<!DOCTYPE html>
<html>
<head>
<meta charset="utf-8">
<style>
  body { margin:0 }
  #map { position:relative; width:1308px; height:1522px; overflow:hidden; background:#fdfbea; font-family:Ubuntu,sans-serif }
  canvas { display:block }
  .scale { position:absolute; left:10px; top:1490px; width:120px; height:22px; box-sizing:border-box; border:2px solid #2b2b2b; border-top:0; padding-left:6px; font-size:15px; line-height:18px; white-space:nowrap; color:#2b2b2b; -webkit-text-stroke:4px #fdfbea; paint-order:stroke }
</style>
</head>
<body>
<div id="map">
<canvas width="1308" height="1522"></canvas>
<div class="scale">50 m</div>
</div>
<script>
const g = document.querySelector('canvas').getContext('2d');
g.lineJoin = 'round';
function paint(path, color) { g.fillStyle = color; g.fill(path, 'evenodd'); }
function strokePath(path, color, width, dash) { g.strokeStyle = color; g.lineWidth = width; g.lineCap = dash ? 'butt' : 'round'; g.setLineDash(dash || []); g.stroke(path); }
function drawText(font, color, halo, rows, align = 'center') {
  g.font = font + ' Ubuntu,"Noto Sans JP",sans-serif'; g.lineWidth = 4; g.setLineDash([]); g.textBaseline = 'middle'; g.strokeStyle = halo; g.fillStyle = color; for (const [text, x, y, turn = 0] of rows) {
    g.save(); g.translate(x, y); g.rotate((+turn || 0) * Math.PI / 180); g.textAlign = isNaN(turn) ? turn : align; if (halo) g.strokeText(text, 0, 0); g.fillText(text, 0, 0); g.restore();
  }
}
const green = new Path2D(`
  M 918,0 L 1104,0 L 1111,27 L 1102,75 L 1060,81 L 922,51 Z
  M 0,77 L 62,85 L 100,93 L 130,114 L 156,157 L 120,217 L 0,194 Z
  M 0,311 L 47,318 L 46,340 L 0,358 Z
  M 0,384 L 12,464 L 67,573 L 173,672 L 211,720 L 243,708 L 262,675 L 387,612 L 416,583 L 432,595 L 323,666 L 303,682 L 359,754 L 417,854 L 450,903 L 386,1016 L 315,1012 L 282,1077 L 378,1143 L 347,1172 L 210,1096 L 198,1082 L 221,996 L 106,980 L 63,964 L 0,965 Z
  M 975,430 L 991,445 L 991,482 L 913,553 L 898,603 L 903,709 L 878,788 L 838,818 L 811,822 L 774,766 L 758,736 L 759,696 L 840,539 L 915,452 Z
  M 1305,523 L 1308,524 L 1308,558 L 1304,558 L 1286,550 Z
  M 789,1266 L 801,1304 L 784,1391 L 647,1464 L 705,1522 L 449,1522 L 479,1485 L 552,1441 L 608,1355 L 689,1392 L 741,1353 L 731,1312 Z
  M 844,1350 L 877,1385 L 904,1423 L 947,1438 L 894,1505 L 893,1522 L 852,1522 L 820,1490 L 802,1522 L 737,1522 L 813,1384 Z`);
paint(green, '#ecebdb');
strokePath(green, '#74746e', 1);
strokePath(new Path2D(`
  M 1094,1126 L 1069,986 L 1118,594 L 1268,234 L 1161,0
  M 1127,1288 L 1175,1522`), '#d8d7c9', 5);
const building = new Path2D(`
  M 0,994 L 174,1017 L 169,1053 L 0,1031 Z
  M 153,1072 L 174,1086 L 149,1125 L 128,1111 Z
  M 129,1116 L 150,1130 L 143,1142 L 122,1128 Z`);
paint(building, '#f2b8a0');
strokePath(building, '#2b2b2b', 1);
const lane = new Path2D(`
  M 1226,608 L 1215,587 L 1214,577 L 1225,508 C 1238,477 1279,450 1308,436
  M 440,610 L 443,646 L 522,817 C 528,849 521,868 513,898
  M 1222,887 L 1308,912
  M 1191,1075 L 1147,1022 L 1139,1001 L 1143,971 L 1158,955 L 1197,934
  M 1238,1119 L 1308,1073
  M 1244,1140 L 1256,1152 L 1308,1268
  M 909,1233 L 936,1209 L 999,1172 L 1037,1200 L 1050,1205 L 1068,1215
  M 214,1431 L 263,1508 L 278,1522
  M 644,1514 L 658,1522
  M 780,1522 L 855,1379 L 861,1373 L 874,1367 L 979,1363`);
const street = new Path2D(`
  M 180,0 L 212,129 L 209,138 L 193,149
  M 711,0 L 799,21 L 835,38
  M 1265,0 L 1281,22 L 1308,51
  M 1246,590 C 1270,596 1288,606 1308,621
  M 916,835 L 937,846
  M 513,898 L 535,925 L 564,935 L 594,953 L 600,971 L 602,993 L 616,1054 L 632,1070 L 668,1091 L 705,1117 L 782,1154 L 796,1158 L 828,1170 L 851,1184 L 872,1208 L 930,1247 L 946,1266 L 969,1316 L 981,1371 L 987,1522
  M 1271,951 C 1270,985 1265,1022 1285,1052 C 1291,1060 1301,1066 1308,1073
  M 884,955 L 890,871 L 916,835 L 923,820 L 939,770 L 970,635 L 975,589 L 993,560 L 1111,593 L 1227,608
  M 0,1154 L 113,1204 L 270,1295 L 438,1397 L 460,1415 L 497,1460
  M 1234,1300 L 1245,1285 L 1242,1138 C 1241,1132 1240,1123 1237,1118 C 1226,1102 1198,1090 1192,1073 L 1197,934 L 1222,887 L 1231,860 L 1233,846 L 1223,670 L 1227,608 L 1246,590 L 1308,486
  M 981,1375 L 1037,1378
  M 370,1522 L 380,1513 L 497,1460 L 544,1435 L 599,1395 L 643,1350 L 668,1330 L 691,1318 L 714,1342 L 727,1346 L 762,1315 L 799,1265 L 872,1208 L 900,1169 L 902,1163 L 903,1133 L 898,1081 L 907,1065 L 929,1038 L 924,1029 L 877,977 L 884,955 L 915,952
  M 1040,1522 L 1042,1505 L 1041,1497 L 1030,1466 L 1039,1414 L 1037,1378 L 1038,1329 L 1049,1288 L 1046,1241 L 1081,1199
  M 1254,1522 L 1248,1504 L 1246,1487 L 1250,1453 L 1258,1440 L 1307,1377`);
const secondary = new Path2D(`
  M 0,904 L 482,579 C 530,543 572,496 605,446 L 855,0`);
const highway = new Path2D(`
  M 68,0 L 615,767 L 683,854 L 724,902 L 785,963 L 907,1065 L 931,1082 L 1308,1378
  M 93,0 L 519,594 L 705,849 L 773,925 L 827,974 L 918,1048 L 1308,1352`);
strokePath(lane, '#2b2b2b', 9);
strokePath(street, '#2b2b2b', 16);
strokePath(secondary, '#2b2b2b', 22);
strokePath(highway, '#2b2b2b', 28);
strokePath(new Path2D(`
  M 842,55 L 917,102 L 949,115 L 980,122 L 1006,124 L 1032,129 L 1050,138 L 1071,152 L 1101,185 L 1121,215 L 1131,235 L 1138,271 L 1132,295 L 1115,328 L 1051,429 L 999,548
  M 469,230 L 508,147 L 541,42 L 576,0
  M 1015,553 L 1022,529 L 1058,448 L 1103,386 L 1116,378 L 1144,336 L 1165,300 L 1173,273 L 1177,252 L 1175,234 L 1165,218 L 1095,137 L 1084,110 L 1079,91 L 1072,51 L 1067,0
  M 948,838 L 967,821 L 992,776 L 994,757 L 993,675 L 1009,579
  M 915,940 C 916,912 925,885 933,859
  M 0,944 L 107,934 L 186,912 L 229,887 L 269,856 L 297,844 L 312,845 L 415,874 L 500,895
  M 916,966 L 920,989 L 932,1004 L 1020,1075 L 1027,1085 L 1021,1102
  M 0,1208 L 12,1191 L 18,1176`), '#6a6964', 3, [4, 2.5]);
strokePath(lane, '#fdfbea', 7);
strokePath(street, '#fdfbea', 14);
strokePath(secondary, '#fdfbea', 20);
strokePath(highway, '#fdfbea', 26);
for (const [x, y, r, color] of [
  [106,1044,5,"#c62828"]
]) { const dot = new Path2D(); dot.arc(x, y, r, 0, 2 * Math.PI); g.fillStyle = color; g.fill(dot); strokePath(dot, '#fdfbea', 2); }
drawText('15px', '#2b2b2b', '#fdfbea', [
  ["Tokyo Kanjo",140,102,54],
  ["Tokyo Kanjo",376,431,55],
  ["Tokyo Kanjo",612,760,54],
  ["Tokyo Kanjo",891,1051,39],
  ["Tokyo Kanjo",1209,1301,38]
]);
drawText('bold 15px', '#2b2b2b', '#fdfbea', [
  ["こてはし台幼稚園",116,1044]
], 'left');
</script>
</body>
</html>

---

**Task to carry out:** Within the entries, find each line holding the string "halo". Reply with how many there are, as a number alone.

**Written solution:** 3